The fascination with new knowledge and new technologies ask for a reflection about how scientific results may contribute to discussing and answering anthropological, philosophical and theological questions relevant to science and technology.
The contributions and discussions in Oxford and London during IIS2019 have shown the interest of students and young researchers in defining what is human and bridging the gap between atheism and belief based on today’s science.
The frame of the coming conference will be the perspective pointed out by Stephen Hawking in his about Gödel’s theorem.
We aim to illustrate three ideas:
1. Gödel’s and Turing’s theorems show that in mathematics there will always be solvable unsolved problems.
2. Recent developments in evolution research suggest that the beginning of Humanity cannot be established by biological means alone: it is biologically impossible to establish when the species Homo sapiens or any other species begins with anything other than arbitrary criteria.
3. Quantum physics suggests that physical phenomena are not fully determined by events contained in spacetime.
These three ideas have rich anthropological, philosophical, and theological implications that the seminar aims to explore.
- Experimental science relies on observation. Can there be observation without the human observer, including his or her five senses?
- If the universe only starts with our observations, what kind of knowledge can we have about the Big Bang?
- How strong is the Physicalism argument (“everything is physical”)? Free will and personal identity logically precede the formulation of scientific theories. Are rationality and science without free will and consciousness even possible?

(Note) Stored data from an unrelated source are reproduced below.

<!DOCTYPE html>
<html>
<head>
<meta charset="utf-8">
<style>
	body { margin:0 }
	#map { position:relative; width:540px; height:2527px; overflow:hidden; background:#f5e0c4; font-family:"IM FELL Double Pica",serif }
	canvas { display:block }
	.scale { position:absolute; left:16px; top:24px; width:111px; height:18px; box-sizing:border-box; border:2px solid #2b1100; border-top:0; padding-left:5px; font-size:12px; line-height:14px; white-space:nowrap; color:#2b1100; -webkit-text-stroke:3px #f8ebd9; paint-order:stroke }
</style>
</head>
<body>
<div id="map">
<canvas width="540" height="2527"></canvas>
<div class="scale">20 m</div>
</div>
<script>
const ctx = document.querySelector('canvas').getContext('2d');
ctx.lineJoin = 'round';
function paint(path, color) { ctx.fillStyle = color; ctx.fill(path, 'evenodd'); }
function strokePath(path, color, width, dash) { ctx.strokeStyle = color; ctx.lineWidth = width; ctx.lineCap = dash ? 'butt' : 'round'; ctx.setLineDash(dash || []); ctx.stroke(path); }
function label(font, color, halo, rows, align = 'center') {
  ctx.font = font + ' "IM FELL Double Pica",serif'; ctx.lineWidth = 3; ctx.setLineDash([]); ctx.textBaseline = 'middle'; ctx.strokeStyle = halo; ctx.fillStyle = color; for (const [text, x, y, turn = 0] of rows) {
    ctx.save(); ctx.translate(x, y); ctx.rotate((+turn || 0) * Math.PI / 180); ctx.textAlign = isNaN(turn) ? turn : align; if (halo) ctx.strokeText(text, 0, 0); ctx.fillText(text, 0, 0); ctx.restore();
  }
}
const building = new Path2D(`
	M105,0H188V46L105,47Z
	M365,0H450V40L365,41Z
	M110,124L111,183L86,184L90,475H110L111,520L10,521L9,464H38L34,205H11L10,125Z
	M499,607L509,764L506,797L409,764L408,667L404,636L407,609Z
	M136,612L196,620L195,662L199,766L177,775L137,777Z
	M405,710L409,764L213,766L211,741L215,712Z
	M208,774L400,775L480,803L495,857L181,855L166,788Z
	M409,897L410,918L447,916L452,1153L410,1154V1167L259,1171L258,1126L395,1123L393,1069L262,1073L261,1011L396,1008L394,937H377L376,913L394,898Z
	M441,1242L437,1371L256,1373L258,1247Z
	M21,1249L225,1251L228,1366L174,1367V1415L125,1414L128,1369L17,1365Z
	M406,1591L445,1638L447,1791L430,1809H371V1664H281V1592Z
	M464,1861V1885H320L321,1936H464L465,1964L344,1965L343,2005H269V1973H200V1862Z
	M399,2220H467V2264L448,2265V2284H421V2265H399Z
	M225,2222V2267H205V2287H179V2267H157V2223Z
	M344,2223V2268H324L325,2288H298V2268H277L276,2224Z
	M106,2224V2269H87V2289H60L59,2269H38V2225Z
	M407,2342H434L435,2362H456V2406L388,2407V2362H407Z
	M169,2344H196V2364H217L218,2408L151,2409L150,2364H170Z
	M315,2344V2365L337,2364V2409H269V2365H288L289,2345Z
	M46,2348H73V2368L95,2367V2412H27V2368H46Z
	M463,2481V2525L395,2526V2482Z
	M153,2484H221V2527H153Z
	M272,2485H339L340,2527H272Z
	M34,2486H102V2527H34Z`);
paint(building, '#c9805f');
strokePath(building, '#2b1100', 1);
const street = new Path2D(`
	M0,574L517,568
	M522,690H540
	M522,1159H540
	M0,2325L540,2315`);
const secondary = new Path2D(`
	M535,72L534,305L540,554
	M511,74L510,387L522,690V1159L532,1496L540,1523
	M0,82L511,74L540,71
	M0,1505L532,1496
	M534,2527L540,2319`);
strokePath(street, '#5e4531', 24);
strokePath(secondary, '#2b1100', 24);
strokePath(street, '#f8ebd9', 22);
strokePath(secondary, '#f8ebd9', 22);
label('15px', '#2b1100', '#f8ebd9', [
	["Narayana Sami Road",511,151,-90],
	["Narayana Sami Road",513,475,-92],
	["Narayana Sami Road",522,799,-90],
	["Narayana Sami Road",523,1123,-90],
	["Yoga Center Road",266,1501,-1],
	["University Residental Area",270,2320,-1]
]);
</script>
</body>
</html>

- The understanding of causality in light of quantum mechanics.
- The Multiverse: Hypothesis of atheism or parable of God’s omniscience?

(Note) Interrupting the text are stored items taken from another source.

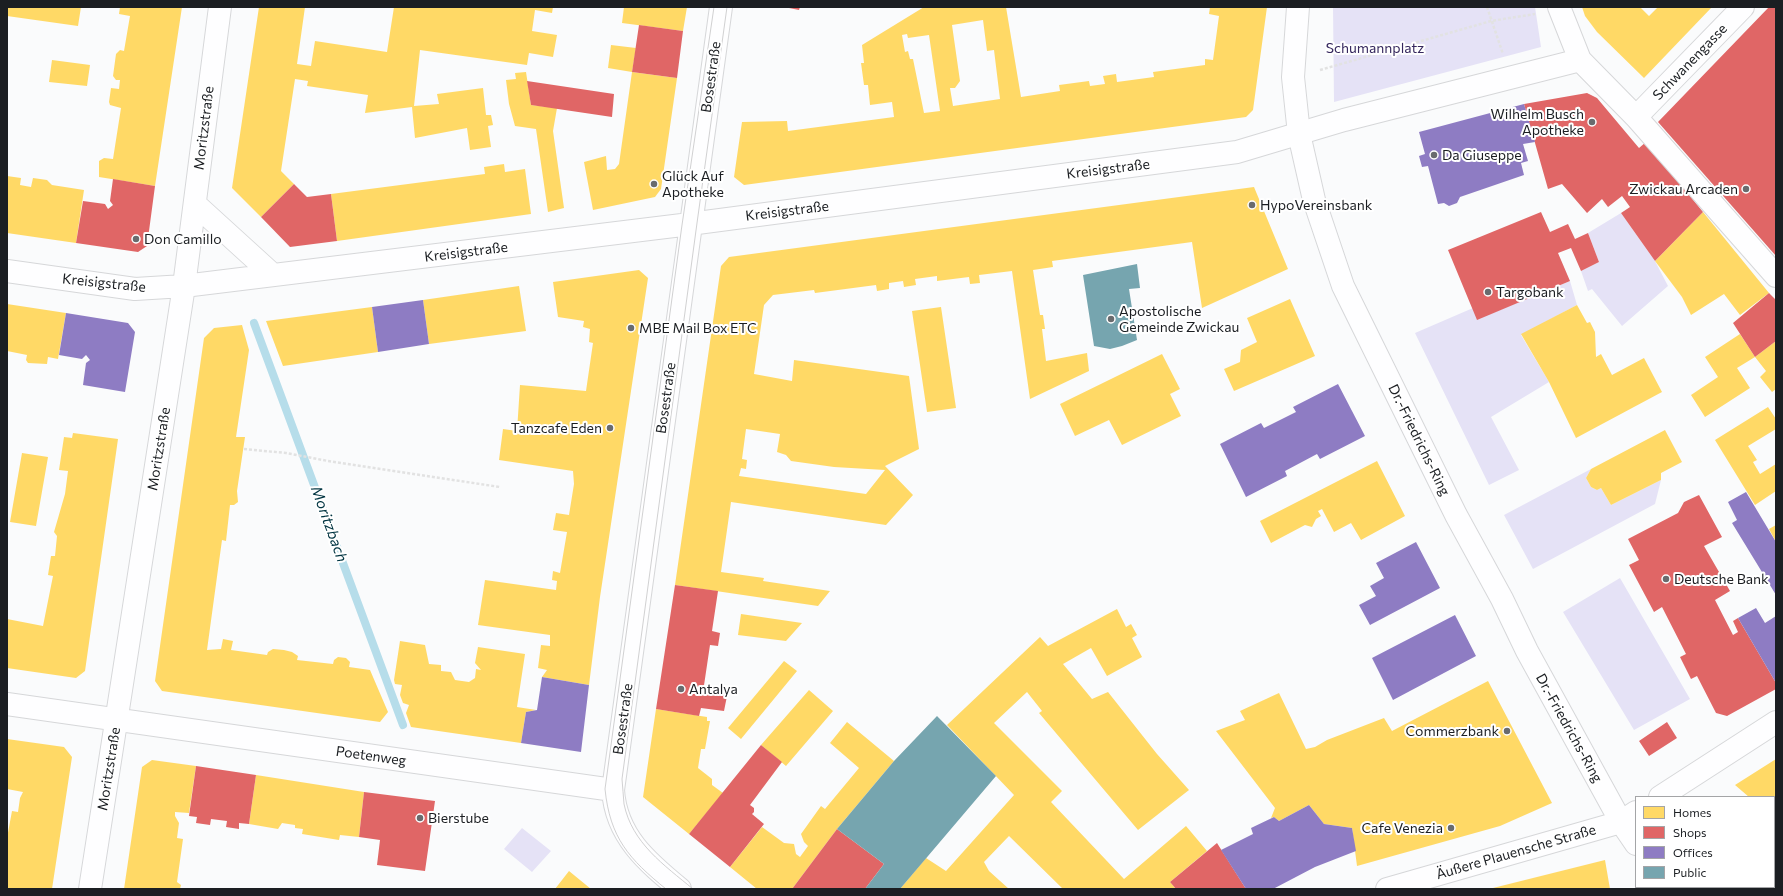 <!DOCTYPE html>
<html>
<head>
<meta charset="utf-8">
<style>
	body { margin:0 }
	#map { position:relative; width:1783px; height:896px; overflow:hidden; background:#fafbfc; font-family:Commissioner,sans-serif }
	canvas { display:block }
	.frame { position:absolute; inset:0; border:8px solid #1b1e22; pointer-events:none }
	.legend { position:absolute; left:1635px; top:796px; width:140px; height:92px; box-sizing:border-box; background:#fff; border:1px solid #a4a5a7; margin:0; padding:5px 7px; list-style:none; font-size:12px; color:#1b1e22 }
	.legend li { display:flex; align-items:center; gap:8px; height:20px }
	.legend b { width:20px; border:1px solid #a4a5a7 }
</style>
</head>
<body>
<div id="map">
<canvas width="1783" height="896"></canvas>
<div class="frame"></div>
<ul class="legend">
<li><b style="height:11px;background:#ffd966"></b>Homes</li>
<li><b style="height:11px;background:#e06666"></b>Shops</li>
<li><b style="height:11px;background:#8e7cc3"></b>Offices</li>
<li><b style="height:11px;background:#76a5af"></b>Public</li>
</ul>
</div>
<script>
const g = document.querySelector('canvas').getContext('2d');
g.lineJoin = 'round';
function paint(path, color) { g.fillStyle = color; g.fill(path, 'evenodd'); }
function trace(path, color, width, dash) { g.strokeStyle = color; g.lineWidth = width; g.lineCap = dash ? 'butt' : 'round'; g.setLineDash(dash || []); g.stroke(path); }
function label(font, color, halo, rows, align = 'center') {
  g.font = font + ' Commissioner,sans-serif'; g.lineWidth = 4; g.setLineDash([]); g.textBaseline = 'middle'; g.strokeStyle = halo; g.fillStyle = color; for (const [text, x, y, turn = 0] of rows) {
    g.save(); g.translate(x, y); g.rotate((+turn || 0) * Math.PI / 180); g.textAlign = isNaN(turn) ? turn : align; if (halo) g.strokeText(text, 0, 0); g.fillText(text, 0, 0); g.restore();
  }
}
paint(new Path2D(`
	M1333 7H1535L1541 47 1334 102Z
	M1621 213 1655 261 1668 286 1622 326 1592 289 1588 291 1581 271 1599 262 1588 233Z
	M1570 281 1577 305 1521 335 1549 382 1491 417 1519 470 1489 485 1415 333 1473 308 1478 319Z
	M1591 469 1586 478 1591 487 1597 490 1601 488 1611 505 1661 480 1655 504 1533 569 1504 515Z
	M1620 578 1690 699 1634 730 1563 612Z
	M522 828 551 851 532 872 504 849Z
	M1774 836 1776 838V889H1728L1726 887H1774Z`), '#e5e2f6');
paint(new Path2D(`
	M7 7H81L78 26 7 16Z
	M120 7H182L155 186 99 177V161L104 158 113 159 121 108 110 105 109 102 111 88 119 89 120 80H116L113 76 116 54 120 50 124 51 130 16 119 14Z
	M259 7H305L297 64 311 66 315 41 387 52 394 7H553L552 13 535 10 532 31 557 35 553 57 529 53 527 65 420 50 414 106 439 104 437 94 483 88 486 115H491L493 125 488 126 491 147 470 150 467 128 415 138 412 107 365 113 368 95 307 86 308 81 295 79 281 171 294 184 261 217 232 188Z
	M624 7H687L683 31 622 23Z
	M924 7H1006L1021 97 1060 91 1059 85 1089 81 1090 86 1105 84 1103 76 1116 74 1117 82 1154 77 1153 72 1205 65V59L1213 60 1219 16 1209 14 1210 7H1267L1253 110 1246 117 744 185 734 177 742 122 787 121 788 131 894 117 892 102 870 105 868 85H864L861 63H864L862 45ZM983 20 987 51 994 50 1000 99 953 106 950 88H955L960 81 952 25ZM907 34 908 38 929 35 940 111 924 113 913 59H910L908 51 905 52 902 35Z
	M1582 7H1640L1649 16 1658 7H1712L1644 78 1597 32 1585 16Z
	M611 45 636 48 632 72 608 68Z
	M52 60 90 65 87 86 49 82Z
	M526 72 531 105 557 108 553 131 564 208 548 212 536 129 515 126 509 104 506 80 516 79 515 73Z
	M632 72 677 78 661 189 655 197 593 210 584 162 606 156 607 170 615 169 619 164Z
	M504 164 505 172 525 169 531 214 337 241 331 194 485 174 484 167Z
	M7 176 21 178 20 185 31 187 33 178 47 180 52 185 84 190 76 243 7 233Z
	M1254 187 1288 269 1202 308 1192 242 1052 261 1053 267 1033 270 1040 315H1043L1045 329H1042L1046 361 1087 353 1089 371 1030 399 1012 271 979 275 980 283 970 284 969 277 937 281V276L915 279 916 285 904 287 903 281 889 283V289L877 291 876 285 815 293 814 290 773 295 764 305 754 374 792 381 794 360 909 376 919 449 885 466 913 495 886 525 731 502 721 572 764 578 763 581 830 591 818 606 675 585 721 266 729 257ZM746 429 780 434 777 452 786 455 791 461 834 467 885 470 866 494 739 476 741 468 746 469 747 460 742 459Z
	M1703 212 1769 293 1740 315 1724 294 1691 315 1682 297 1655 261Z
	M639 270 648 278 600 597 589 685 542 677 547 670 538 668 541 645 550 646V635L478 625 485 580 556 590 557 581 552 580 553 571 560 573 567 532 553 530 556 513 569 515 574 484 573 471 499 460 503 429 517 431 520 385 586 391 593 343 589 342 590 329 583 327 584 321 558 317 553 282Z
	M519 286 526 331 429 344 423 300Z
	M1290 299 1315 356 1234 391 1224 369 1240 362 1241 350 1257 342 1247 318Z
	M7 304 66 313 58 359 48 357 47 364 28 363 26 360 27 355 7 351Z
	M1577 305 1587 323 1590 322 1595 332 1596 357 1601 354 1612 375 1644 358 1662 392 1576 438 1549 382 1521 334Z
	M372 307 378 352 283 366 266 321Z
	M941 307 956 408 927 412 912 311Z
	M242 325 249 350 236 437H245L237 491 238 502 234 505H230L226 541 222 540 207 650 221 649 223 639 233 641 231 650 267 655 268 652 273 649 284 650 292 652 298 656 297 660 333 664 334 660 338 657 346 658 350 662 349 667 370 670 388 712 380 722 162 691 155 681 204 338 214 328Z
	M1740 334 1755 357 1737 368 1750 388 1705 417 1691 395 1718 377 1705 357Z
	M1776 341V389L1772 392 1760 377 1766 371 1755 357Z
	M1162 354 1180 389 1170 394 1181 416 1122 445 1109 420 1075 436 1060 404Z
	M1768 407 1776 419V429L1748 446 1757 460 1753 462 1760 474 1776 464V491L1755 505 1715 440Z
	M1665 430 1682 462 1661 473V480L1611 505 1601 488 1597 490 1591 487 1586 478 1591 469Z
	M73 433 118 439 85 671 76 678 7 668V619L43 626 53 576 48 575 51 556H55L57 536 54 532 65 494 68 471 59 470 64 437 72 438Z
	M22 453 48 457 36 526 10 522Z
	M1377 461 1405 516 1361 540 1351 523 1334 532 1322 509 1318 511 1321 516 1316 519 1312 527 1305 525 1271 543 1260 521Z
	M1776 525V542L1769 529Z
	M1117 609 1126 627 1131 624 1137 635 1132 638 1142 657 1107 676 1091 648 1063 664 1092 699 1108 692 1157 754 1189 790 1138 830 1039 713 1042 711 1027 692 994 723 1062 791 1051 802 1124 879 1186 826 1207 851 1170 882 1176 889H1063L1009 836 984 862 989 871 1009 889H900L926 858 946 871 1014 795 947 725 1040 637 1048 646Z
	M741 614 802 623 786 641 738 635Z
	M400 641 425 645 429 664 441 665V671L451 672 455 680 469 682 475 678 476 669 481 670 475 663 478 647 525 654 517 707 536 710 526 712 521 743 411 727 406 713 409 705 403 703 400 695 402 685 395 684 394 680Z
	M784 661 797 671 741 739 728 728Z
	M1488 681 1552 803 1500 826 1357 866 1352 828 1324 824 1309 805 1279 821 1274 817 1271 818 1275 808 1216 731 1245 720 1240 711 1279 693 1306 749 1315 747 1327 740 1384 718 1392 731Z
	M809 690 833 711 786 766 761 745Z
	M656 709 707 717V721H710L705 749H701L698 768 712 779V785L723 793 689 834 643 797Z
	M847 722 894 761 837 829 792 889H757L730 867 762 827 784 843 794 844 796 854 800 857 808 846 804 842 801 834 821 806 825 809 859 768 830 743Z
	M7 739 64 747 72 757 52 889H7V838L12 811 18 812 20 798 23 792 7 789Z
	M1776 759V822L1774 820V797H1749L1735 785Z
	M152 760 196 766 189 813 175 812V816L179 823 177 838 183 839 177 882 181 885 180 889H124L142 767Z
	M256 775 364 792 359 837 340 835 339 840 302 834 303 829 295 828V825L282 823 278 829 249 824Z
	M1605 860 1610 889H1493V888Z
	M569 871 591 889H555Z`), '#ffd966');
paint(new Path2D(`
	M784 7H800L799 10Z
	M1769 7H1776V256L1658 122Z
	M639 25 683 31 677 78 632 72Z
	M527 81 614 94 612 117 531 105Z
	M1587 93 1597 98 1639 148 1646 142 1703 212 1655 261 1621 213 1630 207 1622 196 1608 207 1602 199 1587 213 1562 184 1548 189 1524 104Z
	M113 179 155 186 147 246 138 252 76 243 83 201 105 204 108 209 113 205 110 201Z
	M294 184 307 197 331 194 337 241 290 247 261 217Z
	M1541 212 1550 232 1568 224 1575 239 1588 233 1599 262 1581 271 1571 248 1558 253 1570 281 1477 320 1448 250Z
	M1769 293 1776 300V341L1755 357 1733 323Z
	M1699 495 1722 537 1704 546 1730 591 1715 600 1733 635 1738 632 1733 621 1738 618 1776 683V689L1727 716 1716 713 1697 676 1691 679 1680 657 1686 654 1662 607 1654 612 1629 565 1639 560 1628 539 1678 513 1684 502Z
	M675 585 718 591 712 631 720 633 718 646 710 645 703 692 727 696 724 711 701 708 699 716 656 709Z
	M1667 722 1677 738 1649 756 1639 741Z
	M761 745 782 762 750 805 754 808V812L752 814 764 824 730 867 689 834Z
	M196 766 256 775 249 824 239 823V829L226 827 227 821 211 819 210 825 196 823 197 817 189 816Z
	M364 792 435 801 425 871 377 865 380 840 359 837Z
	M837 829 884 864 865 889H792Z
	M1217 843 1246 889H1176L1170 882Z`), '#e06666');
paint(new Path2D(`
	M1524 104 1535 142 1523 144 1528 161 1521 163 1524 175 1460 197 1457 203 1449 206 1444 203 1438 204 1428 166 1422 167 1419 156 1425 154 1419 132Z
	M423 300 429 344 378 352 372 307Z
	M66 313 128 323 135 332 125 392 83 385 86 363 90 360 86 355 82 359 59 355Z
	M1338 384 1365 436 1320 459 1317 454 1285 471 1287 476 1246 497 1220 444 1261 423 1264 428 1296 412 1293 407Z
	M1746 492 1776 542V595L1732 523 1737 520 1728 502Z
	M1416 542 1440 588 1370 625 1359 605 1376 596 1370 586 1384 578 1376 563Z
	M1756 608 1765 623 1776 616V683L1738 618Z
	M1455 615 1476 656 1393 700 1372 658Z
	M542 677 589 685 581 752 521 743 526 712 537 710Z
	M1309 805 1324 824 1352 828 1356 851 1315 867 1273 889H1246L1221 850 1253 834 1251 828 1274 817 1279 821Z`), '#8e7cc3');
paint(new Path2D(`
	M1137 264 1140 288 1129 289 1137 340 1122 346 1110 349 1094 346 1083 275Z
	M937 716 996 776 900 889H865L884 864 837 829 894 761Z`), '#76a5af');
trace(new Path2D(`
	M254 323 403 725`), '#b6ddea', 8);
const minor = new Path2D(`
	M1559 7 1580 60
	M1636 117 1743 7
	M195 204 273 275
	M7 271 135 289 184 286 682 225 1237 152 1344 120 1580 60 1636 117 1776 276
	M7 704 613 790
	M1660 797 1776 722
	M90 889 184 286 220 7
	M680 889C647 862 616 836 613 790L721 7
	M1387 889 1621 822 1636 812`);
const major = new Path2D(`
	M1298 7 1293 77 1299 134 1314 200 1343 286 1456 515 1502 599 1527 651 1621 822 1636 844
	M1666 887 1668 889`);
trace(minor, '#d6d7d9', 24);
trace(major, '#d6d7d9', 24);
trace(new Path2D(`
	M1487 7 1503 54
	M1320 70 1491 21 1535 14
	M244 449 286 453 328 461 500 487`), '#e2e2e2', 2.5, [3, 2]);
trace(minor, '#fefeff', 22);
trace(major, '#fefeff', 22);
trace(new Path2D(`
	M666 889C629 859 610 838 605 789L682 225 714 7
	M693 889C664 865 632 843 624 804 623 796 623 787 622 779L697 223 727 7`), '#d1d1d2', 1);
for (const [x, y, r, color] of [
	[1592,122,4,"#696b6e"],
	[1434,155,4,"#696b6e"],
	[654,184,4,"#696b6e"],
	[1746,189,4,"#696b6e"],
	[1252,205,4,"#696b6e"],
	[136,239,4,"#696b6e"],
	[1488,292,4,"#696b6e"],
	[1111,319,4,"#696b6e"],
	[631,328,4,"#696b6e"],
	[610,428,4,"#696b6e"],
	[1666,579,4,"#696b6e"],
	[681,689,4,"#696b6e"],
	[1507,731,4,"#696b6e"],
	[420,818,4,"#696b6e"],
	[1451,828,4,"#696b6e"]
]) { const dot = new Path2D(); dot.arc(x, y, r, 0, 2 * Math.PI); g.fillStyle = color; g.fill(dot); trace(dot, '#fff', 1.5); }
label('14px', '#35275d', '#fff', [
	["Schumannplatz",1375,48]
]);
label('14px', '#1b1e22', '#fff', [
	["Schwanengasse",1690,62,-46],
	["Bosestraße",711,77,-82],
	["Moritzstraße",204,128,-83],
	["Kreisigstraße",1108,169,-7],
	["Kreisigstraße",787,211,-7],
	["Kreisigstraße",466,252,-7],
	["Kreisigstraße",104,283,6],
	["Bosestraße",666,398,-82],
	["Dr.-Friedrichs-Ring",1419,440,64],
	["Moritzstraße",159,449,-81],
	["Bosestraße",623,719,-82],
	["Dr.-Friedrichs-Ring",1569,728,61],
	["Poetenweg",371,756,8],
	["Moritzstraße",109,769,-81],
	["Äußere Plauensche Straße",1516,852,-16]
]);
label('14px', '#1b1e22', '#fff', [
	["Wilhelm Busch",1584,114,"right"],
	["Apotheke",1584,130,"right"],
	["Da Giuseppe",1442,155],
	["Glück Auf",662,176],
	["Apotheke",662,192],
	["Zwickau Arcaden",1738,189,"right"],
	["HypoVereinsbank",1260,205],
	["Don Camillo",144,239],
	["Targobank",1496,292],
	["Apostolische",1119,311],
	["Gemeinde Zwickau",1119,327],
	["MBE Mail Box ETC",639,328],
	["Tanzcafe Eden",602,428,"right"],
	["Deutsche Bank",1674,579],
	["Antalya",689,689],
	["Commerzbank",1499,731,"right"],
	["Bierstube",428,818],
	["Cafe Venezia",1443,828,"right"]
], 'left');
label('italic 15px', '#003441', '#fff', [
	["Moritzbach",329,524,70]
]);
</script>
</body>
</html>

- Human creativity cannot be reduced to deterministic computing. Could it, however, be reduced to quantum computing? And what is quantum computing after all?
- Can we define what is human without referring to moral responsibility and sense of law?
- Is death a purely biological process?
- Arguably, the beginning of humanity cannot be established exclusively by genetic and evolutionary means. What are the anthropological implications of these limitations?
- Can humanity be coherently defined without invoking the existence of God?
- What is the metaphysical perspective of the Evolution theory? Is Intelligent Design a sound argument?
- Experiments in neuroscience are persistently referred to in popular media as demonstrating that we make our decisions unconsciously. Do these results actually achieve what is claimed, and do they exclude responsible behaviour?
- Transhumanism: what are the possibilities and dangers of “improving” humanity? Is this a new version of eugenics?
- What can natural science in principle not examine: Do human beings need to understand the sense of the whole depth of their experience?